▸ YOUR TASK
Tally the lines below that hold the string "rows", and give only the tally.

▸ DATA FOR THIS EXERCISE
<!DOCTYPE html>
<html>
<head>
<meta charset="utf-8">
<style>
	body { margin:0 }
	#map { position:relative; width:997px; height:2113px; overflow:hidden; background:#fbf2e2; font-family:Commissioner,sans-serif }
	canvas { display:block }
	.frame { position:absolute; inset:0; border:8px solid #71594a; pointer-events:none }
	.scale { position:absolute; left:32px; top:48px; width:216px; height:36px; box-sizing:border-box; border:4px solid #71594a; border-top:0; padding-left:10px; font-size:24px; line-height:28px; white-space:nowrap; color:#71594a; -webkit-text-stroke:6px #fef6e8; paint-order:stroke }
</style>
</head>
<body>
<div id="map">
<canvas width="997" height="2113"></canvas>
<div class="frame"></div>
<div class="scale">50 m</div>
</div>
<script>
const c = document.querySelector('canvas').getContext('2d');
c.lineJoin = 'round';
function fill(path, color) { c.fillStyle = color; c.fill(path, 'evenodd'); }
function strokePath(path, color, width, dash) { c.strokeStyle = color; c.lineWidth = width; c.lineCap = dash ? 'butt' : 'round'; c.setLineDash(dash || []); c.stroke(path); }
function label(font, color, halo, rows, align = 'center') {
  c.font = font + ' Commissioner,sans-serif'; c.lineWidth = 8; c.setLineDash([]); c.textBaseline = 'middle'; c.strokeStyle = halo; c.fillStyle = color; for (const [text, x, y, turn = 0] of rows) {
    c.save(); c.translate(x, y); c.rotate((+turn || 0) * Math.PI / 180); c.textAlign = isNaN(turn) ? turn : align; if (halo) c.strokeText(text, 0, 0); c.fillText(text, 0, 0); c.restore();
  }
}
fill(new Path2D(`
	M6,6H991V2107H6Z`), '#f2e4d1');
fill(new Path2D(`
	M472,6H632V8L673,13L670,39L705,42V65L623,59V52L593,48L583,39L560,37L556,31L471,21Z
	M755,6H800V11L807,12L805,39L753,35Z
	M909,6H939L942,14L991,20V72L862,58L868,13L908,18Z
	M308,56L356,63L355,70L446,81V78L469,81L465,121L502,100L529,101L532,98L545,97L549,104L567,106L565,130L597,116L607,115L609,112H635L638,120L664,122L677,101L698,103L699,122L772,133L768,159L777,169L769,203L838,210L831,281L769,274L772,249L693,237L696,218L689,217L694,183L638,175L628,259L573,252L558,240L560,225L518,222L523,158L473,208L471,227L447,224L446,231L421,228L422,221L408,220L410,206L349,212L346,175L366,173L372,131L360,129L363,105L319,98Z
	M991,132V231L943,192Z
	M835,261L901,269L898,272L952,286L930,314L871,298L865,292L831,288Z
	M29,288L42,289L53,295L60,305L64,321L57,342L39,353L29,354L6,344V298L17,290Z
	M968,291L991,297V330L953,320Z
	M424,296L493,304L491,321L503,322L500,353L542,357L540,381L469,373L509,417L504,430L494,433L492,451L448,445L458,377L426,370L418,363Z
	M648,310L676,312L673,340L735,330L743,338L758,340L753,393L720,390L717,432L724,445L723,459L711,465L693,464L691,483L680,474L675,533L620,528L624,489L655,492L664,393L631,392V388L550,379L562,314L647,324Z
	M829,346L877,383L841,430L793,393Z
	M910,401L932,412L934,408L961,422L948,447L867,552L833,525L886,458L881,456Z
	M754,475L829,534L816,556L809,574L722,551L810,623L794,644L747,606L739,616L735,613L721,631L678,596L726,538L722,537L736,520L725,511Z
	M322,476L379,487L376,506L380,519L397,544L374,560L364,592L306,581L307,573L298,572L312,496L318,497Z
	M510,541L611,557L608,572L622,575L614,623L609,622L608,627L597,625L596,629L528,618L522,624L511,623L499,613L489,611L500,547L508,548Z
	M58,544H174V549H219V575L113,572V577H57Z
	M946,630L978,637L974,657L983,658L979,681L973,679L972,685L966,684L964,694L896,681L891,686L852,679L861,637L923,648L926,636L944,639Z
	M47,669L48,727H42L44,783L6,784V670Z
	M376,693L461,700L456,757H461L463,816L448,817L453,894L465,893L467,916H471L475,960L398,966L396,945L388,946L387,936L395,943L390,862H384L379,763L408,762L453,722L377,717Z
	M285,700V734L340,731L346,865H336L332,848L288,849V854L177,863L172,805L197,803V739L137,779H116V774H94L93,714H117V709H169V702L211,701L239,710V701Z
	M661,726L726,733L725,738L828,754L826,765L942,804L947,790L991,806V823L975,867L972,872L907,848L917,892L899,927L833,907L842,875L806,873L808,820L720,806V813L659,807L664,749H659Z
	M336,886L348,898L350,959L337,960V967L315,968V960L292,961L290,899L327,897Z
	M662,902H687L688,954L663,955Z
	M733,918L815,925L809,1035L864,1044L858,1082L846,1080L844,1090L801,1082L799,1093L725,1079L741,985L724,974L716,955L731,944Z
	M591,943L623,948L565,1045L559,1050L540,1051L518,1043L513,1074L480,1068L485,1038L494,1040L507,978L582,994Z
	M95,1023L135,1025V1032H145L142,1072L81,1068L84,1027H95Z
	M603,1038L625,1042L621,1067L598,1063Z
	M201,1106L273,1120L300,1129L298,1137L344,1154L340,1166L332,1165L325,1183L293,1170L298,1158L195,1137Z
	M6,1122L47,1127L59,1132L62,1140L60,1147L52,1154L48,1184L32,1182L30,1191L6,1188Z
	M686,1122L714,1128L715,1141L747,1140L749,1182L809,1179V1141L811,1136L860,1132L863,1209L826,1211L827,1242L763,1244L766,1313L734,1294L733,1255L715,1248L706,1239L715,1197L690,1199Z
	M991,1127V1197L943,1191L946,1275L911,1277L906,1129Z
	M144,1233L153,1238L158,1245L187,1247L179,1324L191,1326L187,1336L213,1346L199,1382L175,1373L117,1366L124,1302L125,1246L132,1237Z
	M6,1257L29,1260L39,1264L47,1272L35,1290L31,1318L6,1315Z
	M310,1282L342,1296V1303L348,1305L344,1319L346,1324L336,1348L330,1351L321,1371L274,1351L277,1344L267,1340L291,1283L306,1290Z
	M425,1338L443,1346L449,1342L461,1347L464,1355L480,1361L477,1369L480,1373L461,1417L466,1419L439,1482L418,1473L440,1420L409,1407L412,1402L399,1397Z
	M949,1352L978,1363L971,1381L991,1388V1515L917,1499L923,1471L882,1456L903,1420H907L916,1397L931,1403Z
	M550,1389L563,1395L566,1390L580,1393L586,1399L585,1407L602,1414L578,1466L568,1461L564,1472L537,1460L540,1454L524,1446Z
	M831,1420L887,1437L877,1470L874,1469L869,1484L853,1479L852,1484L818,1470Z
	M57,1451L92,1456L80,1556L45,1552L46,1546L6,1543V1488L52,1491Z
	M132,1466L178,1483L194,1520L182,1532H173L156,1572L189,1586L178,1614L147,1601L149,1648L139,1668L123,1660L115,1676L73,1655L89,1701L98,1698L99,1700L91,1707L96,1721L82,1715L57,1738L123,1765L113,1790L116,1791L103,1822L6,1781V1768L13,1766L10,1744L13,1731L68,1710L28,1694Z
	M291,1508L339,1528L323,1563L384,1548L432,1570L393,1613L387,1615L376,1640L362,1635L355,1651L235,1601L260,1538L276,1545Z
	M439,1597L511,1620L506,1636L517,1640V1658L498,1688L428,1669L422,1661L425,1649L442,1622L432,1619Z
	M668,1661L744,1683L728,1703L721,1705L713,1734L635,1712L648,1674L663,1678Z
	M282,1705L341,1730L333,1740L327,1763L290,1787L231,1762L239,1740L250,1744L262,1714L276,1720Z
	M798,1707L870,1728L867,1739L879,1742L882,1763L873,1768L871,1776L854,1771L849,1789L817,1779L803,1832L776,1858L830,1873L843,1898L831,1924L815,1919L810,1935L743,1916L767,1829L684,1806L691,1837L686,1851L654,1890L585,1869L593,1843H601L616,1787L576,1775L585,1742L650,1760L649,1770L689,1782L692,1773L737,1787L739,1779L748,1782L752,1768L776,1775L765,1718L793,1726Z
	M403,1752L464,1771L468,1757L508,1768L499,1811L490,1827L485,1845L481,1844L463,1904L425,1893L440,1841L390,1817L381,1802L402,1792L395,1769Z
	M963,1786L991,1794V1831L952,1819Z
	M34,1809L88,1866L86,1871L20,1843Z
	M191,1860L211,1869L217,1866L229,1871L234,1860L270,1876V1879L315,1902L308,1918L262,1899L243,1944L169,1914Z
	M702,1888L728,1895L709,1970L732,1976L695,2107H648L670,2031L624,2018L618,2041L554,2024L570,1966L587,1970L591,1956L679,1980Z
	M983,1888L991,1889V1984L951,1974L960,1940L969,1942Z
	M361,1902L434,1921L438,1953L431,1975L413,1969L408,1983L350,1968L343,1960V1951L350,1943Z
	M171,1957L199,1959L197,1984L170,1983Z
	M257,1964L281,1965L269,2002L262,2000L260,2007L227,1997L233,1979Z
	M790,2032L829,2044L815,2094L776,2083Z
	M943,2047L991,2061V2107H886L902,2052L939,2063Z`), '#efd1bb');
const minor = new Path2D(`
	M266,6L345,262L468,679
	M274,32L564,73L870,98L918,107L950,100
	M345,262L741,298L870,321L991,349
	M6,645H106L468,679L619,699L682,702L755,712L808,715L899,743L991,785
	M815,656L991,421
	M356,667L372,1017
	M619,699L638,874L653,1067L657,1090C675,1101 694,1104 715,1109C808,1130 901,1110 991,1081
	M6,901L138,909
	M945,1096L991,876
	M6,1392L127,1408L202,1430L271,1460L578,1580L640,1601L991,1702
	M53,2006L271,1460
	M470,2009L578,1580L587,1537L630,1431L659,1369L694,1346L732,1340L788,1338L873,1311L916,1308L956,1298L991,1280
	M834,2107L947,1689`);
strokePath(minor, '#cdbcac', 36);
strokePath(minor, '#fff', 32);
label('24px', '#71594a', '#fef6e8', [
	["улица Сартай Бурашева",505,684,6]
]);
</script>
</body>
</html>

▸ OUTPUT OF THE TASK
2